Forse anche per questo E. ha avuto questo crollo.

12 e 13 luglio 2012, 08.00-13.00

In questi giorni, prima della mia chiusura forzata del volontariato, incontro due donne nigeriane

che mi colpiscono molto. Una si arrabbia tantissimo con me quando scopre che comprendevo

quanto stesse dicendo alla mediatrice nel colloquio iniziale e lo stessi riportando per iscritto.

(facendo tra l’altro un’operazione di routine). Ho sempre agito in questo modo, ai fini delle

comunicazioni sulla scheda anamnestica. Furiosa chiede che vengano cancellate tutte le

informazioni su sua madre.

L’altra donna nigeriana ha invece alle spalle, una bruttissima storia di negazione dell’affido dei

suoi bambini in seguito alla separazione dal suo compagno italiano. Segnalo, avvalendomi del

modulo di invio, entrambe le donne all’assistente sociale.
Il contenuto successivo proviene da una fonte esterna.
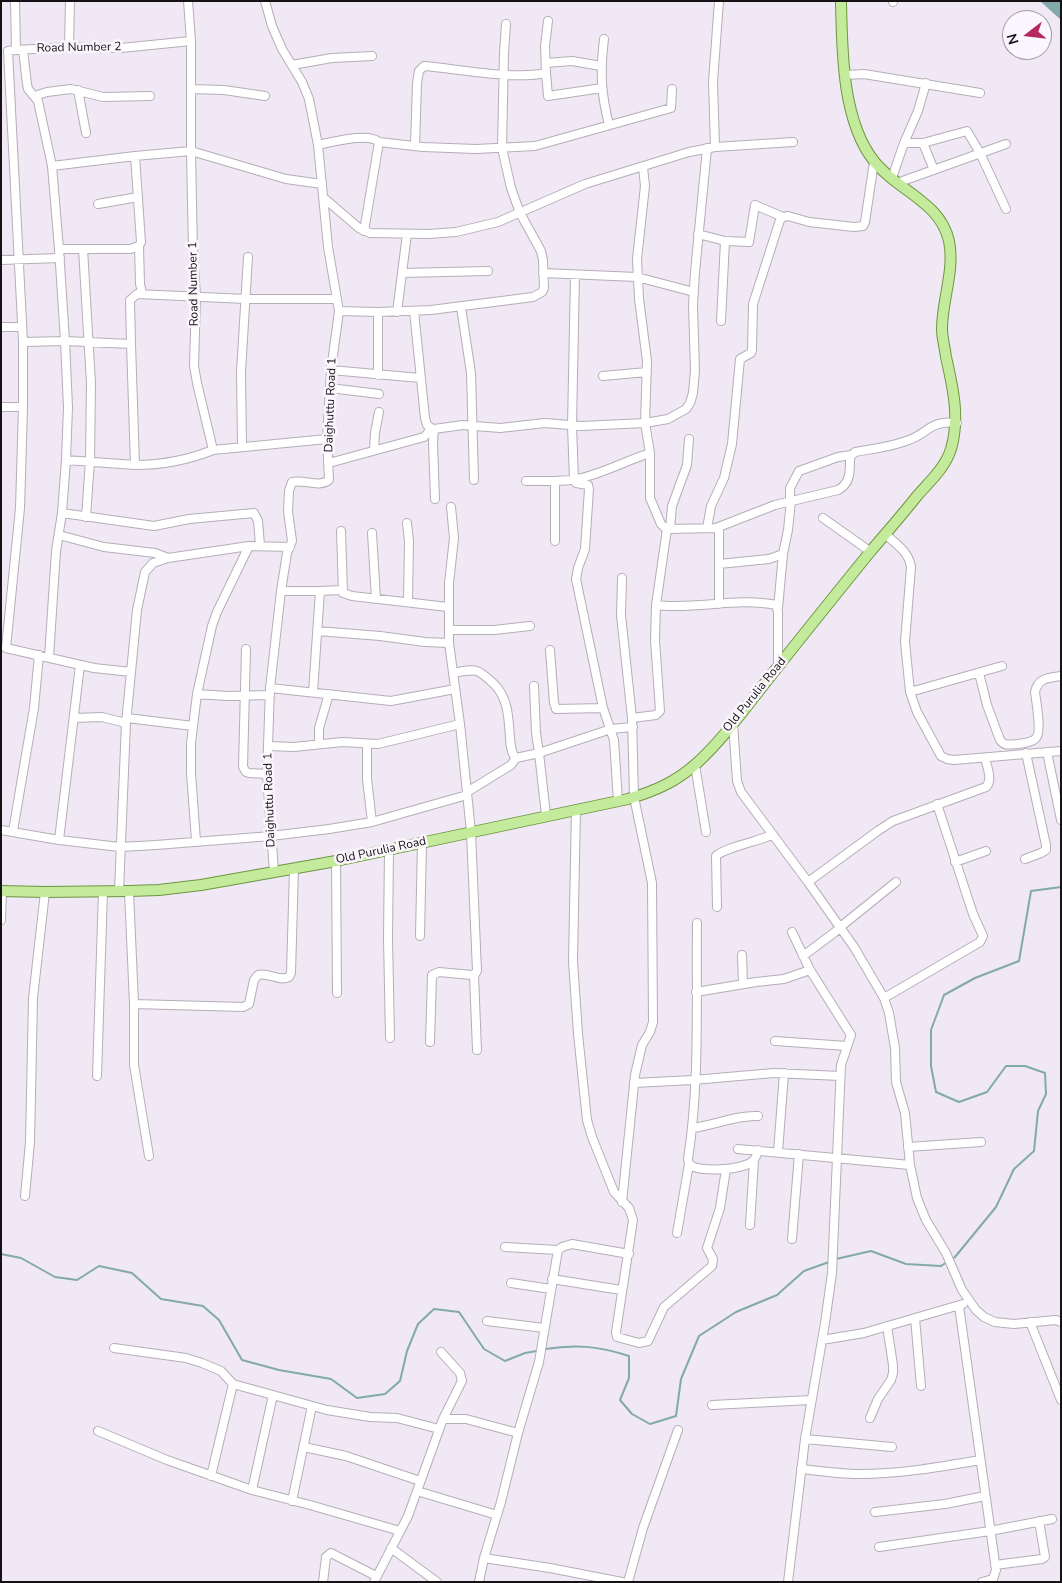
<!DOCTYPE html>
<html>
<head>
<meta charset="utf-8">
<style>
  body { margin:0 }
  #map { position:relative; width:1062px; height:1583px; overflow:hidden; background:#f0e8f4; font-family:"Nunito Sans",sans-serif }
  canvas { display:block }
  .frame { position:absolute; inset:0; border:2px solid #151216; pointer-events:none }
  .north { position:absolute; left:1002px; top:10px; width:50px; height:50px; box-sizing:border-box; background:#fcf7fe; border:1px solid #a09ba1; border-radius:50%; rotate:254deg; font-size:14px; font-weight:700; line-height:20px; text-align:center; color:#151216 }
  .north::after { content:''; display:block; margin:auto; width:18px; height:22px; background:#b6295f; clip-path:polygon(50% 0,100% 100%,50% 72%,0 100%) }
</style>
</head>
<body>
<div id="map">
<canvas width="1062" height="1583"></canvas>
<div class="frame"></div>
<div class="north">N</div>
</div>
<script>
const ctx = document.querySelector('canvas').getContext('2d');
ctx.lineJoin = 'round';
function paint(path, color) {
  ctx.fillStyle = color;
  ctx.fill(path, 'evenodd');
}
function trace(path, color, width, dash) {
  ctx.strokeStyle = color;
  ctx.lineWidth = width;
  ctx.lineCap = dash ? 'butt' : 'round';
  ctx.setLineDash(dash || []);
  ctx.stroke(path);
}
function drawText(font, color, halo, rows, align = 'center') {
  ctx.font = font + ' "Nunito Sans",sans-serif';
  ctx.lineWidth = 5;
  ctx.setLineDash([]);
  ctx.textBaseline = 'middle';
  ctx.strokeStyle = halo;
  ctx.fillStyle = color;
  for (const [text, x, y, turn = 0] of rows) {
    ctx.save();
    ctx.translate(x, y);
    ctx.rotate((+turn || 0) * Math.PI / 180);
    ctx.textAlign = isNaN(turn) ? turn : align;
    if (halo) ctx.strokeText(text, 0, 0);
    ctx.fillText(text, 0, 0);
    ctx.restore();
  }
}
paint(new Path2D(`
  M1040 1H1061V20Z`), '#82a9ac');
trace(new Path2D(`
  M1 1254 21 1258 55 1277 77 1280 99 1266 132 1273 161 1299 203 1306 219 1320 242 1360 279 1370 331 1379 357 1398 385 1394 400 1381 407 1351 418 1324 434 1309 459 1312 484 1349 505 1361 525 1353 537 1351
  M836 1259 871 1251 906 1264 941 1266 947 1262
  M951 1260 955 1257 996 1207 1014 1169 1034 1151 1038 1111 1046 1094 1045 1073 1025 1066H1006L987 1092 959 1102 936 1092 931 1066V1030L944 995 975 978 1019 961 1031 891 1061 887
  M545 1349C576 1344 598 1346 629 1356V1378L620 1400 632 1414 650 1424 676 1416 681 1379 699 1336 736 1312 777 1295 804 1271 829 1262`), '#82a9ac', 2);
const minor = new Path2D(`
  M15 1 16 50 69 47 121 48 191 41
  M188 1 191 41V151L193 252 196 296 194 366 197 383 213 450 327 439
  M265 1 272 26 282 49 302 82 309 99 318 145 328 247 339 311 331 370 327 439 329 480C319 488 304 479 292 482L289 491 288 511 292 541 287 553 281 591 270 688 267 774 274 872
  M893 1V2
  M604 39C600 72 601 93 609 125
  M69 47 70 1
  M16 50 8 51 23 342V407L20 508 6 648 94 668 131 672 126 723 119 891
  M23 50 27 84 28 89 38 101 52 166
  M546 63 572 61 601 66
  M292 65 332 58 372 56
  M546 73 548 96 602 88
  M845 75 864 74 980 93
  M191 89 224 90 265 96
  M78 90 86 133
  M35 96 47 92 71 89 103 97 150 96
  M379 142 423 147 476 149 535 146 671 108 672 89
  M904 143H923L967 131 980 153 1006 209
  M923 143 934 170
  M318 145C332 142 368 132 379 142L364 231
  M415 146 417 83 419 71 424 66C459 69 513 80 546 73L545 46 548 21
  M715 147 713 82 719 1
  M643 167 645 186 637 259 639 299 647 361 645 423 650 453V498L661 524 664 527 670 529 716 528 775 505 838 490C851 483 850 471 850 457L855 452C872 449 890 447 906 441 929 434 928 420 957 423
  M892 178 904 143 918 111 926 83
  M897 183 1006 144
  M324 198 359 228 370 233 429 234 456 232 498 222 585 184 689 152 715 147 793 142
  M98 204 138 197
  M698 234 725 241
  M139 246 140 284 142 293
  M59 249 52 166 135 156
  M83 249 91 383 90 461 86 517
  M1 260 60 258
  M402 273 488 271
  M543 273 637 277 694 292
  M575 275 572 426 574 480 576 483 588 485 589 489 585 549 578 568 576 579 603 708 614 740 618 801
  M461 307 471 373 474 480
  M339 311 378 312 431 310 533 297 542 292 544 288 543 260 541 251 520 213 511 188 502 148 504 53 506 24
  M414 311 425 418 427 425 431 428 434 429 463 425 500 428 545 423 582 426 645 423 668 419 686 409 690 403 693 393 695 371 693 305 695 272 707 148
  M397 312 407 234
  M721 321 725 241 749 242 755 205 783 217
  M1 327H22
  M23 342 65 341 68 407 66 460 62 513 56 551 49 657
  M131 344 130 300 137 294 246 299H337
  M331 370 420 378
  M378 375V312
  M603 376 647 372
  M330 388 379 394
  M1 407H23
  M434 429 433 442 435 499
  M242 446 241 372 248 257
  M213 450C188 460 162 465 135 465L131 344 65 341 59 249H130L139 246 141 242 135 156 191 151 286 179 322 184
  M374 450 375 433 379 412
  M66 460 135 465
  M329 463 424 437 427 434 431 428
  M526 481C543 481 561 482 577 479 602 474 625 461 650 453
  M790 501V488L799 471 838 457 851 455
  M62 513 154 526 189 519 254 513 258 521 260 545
  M823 518 871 552
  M407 523 409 541 408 602
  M707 528 711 506 724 478 732 444 740 359 751 353 752 350 753 304 780 220 783 217 788 216 809 222 854 227 863 226 865 222 874 162
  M670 529 672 506 687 465 689 439
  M341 531 343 593 352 596 448 607
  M372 533 376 599
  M885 534C896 544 909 552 911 567L905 642 910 692 917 712 941 756 947 759 954 760 1061 751
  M59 535 104 547 155 553 168 558
  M555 541V481
  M719 564 769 559 783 554 788 530 791 501
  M622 578 621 615 632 718 634 797 652 883 653 1022 650 1032 642 1045 635 1075 622 1202
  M281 591H320L313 692
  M320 591 342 590
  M719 604V527
  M656 605C696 610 736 597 776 605L778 612V666
  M778 608 783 554
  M449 630H494L530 626
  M318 631 380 636 425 642 449 643
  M246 649 243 767 246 772 249 773 267 774
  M550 650 554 703 556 709 603 708
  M131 672 137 610 145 572 153 563 168 558 249 546
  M453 673C476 669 476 667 494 684 517 706 504 749 516 758L539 753 536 733 534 686
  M979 673 987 705 1000 740C1005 747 1010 744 1018 744 1023 743 1032 743 1036 738 1042 732 1036 701 1035 692 1038 678 1048 678 1061 676
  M270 688 391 701 455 689
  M910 692 1002 666
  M197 694 227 696 270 695
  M74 718 102 717 126 723
  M127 718 193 726
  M632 718 656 715 660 711 655 640 656 605 667 529
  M733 723 737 781 741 792 808 882 854 947 884 998 889 1013 895 1048 896 1082 905 1113 910 1165 917 1198 926 1220 946 1253 962 1290 976 1310 984 1317 995 1322 1014 1324 1056 1320 1061 1322
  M319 744V728L329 694
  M367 744V779L372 822
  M268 746 294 747 342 742 378 744 460 724
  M1047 752 1061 820
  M695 765 706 832
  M576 809 573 961 578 1034 587 1120 592 1137 614 1192 629 1208 633 1220 616 1332 617 1337 639 1343 648 1341 664 1307 712 1266 713 1259 707 1248 720 1208 726 1169
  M546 815 539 753 611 729 633 727
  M1 830 59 840 120 847 156 845 271 836 329 829 372 822 467 795V792L511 765 516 758
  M13 831 34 708 39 655
  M59 840 80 665
  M196 841 191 773V743L197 694 212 626 217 612 249 546 290 547
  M389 850 388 938 390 1038
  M1025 859 1041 853 1046 850V845L1026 753
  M336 861 337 993
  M955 862 986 851
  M808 882 879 830 893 821 986 787C993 780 987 767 985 758
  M129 891 134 1004V1065L149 1156
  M717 907 716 856C724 848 759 841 772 835
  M1 920 2 891
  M697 923C696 1001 700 1082 688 1159L689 1164C698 1173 743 1170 753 1161 756 1158 757 1154 758 1150
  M420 936 422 843
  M742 955 743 984
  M803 956 839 929V928L896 882
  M474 975 477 1050
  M696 992 756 982 784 979 810 970
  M884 998 980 942 983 936 973 914 937 804
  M134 1004 243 1007 249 1004 254 980 258 975C269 972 279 982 289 977L291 973 294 869
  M775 1041 847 1046
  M430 1042 432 975 439 972 472 975H474L477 971 471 832 460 724 449 643V583L454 538 451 507
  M97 1076 103 891
  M634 1083 693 1080 774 1073 840 1076
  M693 1128C715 1125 736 1115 758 1116
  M908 1147 981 1142
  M738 1149 910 1165
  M778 1152 784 1073
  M25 1196 30 1142 33 998 45 892
  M750 1225 754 1160
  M677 1233 689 1164
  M792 1239 799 1154
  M505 1247 558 1250
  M552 1279 621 1290
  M511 1283 551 1289
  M959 1306 996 1570 993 1579 982 1582
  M915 1318 921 1386
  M487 1321 544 1328
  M1030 1322 1061 1400
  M822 1340 864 1333 963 1304
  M114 1348 186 1358 202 1363 221 1371 233 1384 327 1410 370 1417 397 1418 439 1429
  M441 1352 460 1373 462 1381 443 1419
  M712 1405 811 1400
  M870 1418 878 1399 891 1380 893 1373V1365L887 1326
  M98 1431 167 1460 252 1490 310 1505 400 1531
  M805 1439 892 1447
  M304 1447 346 1456 420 1481
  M801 1469C820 1471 840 1474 859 1474 900 1474 940 1467 980 1460
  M211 1476 233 1384
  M252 1490 273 1395
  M417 1491 497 1515
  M292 1501 312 1406
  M875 1512 945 1504 985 1496
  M879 1547 990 1531 1052 1519
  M391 1548 437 1582
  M484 1558 550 1568 622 1582
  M995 1565 1042 1559 1045 1557 1039 1521
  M323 1582 326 1557 331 1553 376 1576
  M374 1582 408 1516 443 1419H466L518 1433
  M479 1582 484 1558 501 1502 518 1433 539 1362 558 1250 562 1247 572 1244 629 1254
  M628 1582 643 1528 678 1430
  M788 1582 805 1439 825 1323 832 1273 841 1065 851 1035 810 970 792 932`);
const major = new Path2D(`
  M1 891 45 892 129 891 159 890 201 885 336 861 628 799C655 791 676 782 697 763 724 738 746 707 769 678 802 636 836 594 870 552 886 533 902 515 917 496 930 481 945 468 951 449 960 418 953 388 946 357 945 348 942 338 942 329 942 300 955 270 949 241 940 201 897 191 874 161 842 121 842 50 841 1`);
trace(minor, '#b5aeb9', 10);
trace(major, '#6d9642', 12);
trace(minor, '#fff', 8);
trace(major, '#c4eb9b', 10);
drawText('12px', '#151216', '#fcf7fe', [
  ["Road Number 2",79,48,-1],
  ["Road Number 1",194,284,-91],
  ["Daighuttu Road 1",331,405,-88],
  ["Old Purulia Road",755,695,-51],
  ["Daighuttu Road 1",270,800,-92],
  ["Old Purulia Road",381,851,-12]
]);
</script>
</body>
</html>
Poche ore prima di salutare definitivamente la struttura, incontro una ragazza magrebina

scappata ad un matrimonio combinato, che non viene convalidata. È grande la gioia di queste

ragazza. E di tutti i mediatori.

In questi giorni di commiato, è durissimo lasciare i membri dell’équipe e i trattenuti. Mi sento in

colpa di chiudere così l’esperienza, ma rifletto: se avessi comunicato ufficialmente a tutti la mia

dipartita sarebbe stato più doloroso, ho preferito una strada corta, dell’anonimato.